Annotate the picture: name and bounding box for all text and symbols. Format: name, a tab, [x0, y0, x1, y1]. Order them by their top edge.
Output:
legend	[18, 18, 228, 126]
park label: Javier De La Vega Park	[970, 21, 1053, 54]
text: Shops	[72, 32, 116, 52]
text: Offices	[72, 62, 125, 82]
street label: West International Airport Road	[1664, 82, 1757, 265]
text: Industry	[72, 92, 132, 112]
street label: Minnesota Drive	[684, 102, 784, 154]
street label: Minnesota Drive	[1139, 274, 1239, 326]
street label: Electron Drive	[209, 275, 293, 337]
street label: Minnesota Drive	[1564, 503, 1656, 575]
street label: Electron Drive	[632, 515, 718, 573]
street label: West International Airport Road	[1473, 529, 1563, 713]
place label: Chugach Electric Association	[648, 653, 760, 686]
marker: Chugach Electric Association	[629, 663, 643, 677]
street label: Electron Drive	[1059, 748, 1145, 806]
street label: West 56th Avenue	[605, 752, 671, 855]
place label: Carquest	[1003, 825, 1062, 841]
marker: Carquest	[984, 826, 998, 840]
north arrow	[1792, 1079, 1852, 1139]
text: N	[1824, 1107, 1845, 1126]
============
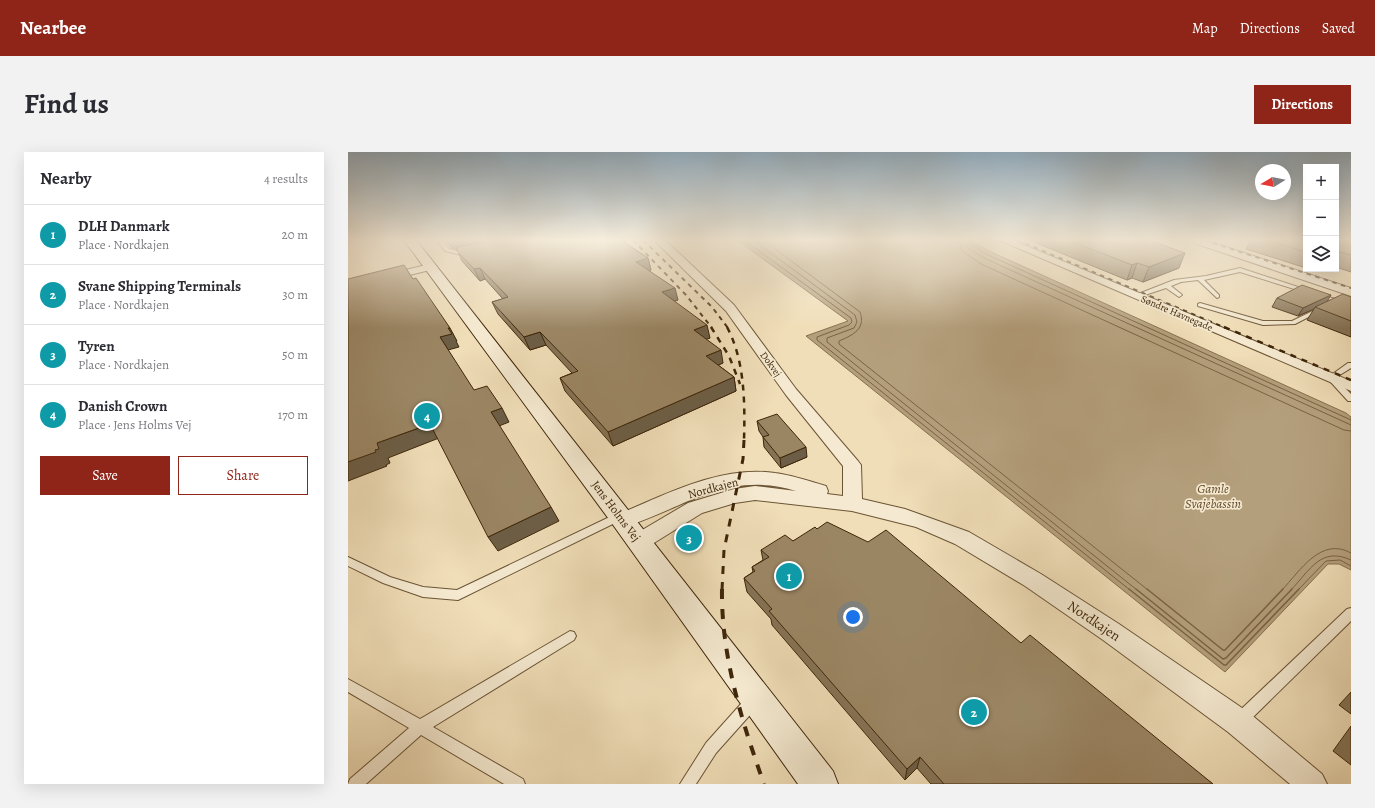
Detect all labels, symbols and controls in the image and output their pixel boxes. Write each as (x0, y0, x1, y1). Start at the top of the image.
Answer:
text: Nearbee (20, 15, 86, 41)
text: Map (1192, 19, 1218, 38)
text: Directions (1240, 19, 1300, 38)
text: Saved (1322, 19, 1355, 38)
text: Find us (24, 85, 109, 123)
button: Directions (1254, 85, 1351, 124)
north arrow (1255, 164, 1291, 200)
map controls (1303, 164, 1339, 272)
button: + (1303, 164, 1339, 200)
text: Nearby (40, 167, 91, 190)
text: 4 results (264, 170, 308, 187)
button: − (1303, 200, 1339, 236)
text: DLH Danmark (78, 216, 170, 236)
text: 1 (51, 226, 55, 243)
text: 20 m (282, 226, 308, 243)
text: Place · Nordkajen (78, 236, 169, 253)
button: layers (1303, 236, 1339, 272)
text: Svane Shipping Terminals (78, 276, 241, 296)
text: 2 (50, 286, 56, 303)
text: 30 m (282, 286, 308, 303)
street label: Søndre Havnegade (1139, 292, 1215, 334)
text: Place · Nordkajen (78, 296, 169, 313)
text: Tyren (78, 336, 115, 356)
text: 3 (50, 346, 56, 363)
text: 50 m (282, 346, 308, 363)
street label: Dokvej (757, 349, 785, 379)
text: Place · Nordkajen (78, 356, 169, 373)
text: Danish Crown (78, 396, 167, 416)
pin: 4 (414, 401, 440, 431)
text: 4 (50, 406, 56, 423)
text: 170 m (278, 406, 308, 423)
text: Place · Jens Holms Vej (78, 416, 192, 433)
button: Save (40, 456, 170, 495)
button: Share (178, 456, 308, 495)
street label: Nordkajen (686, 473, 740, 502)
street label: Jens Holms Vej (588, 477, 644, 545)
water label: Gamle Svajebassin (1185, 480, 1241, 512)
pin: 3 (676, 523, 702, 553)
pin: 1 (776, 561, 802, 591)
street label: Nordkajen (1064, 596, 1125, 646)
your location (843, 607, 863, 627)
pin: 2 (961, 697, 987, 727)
============
Work request:
Each line of the records that holds the word "their" should be copied out.

Response area:
Annotate the picture: name and bounding box for all text and symbols. Format: name, a tab, [x0, y0, x1, y1]. Order them by their top edge.
Detect all labels, symbols and controls in the image and output their pixel boxes. Write each as (x0, y0, x1, y1). Start at the top of the image.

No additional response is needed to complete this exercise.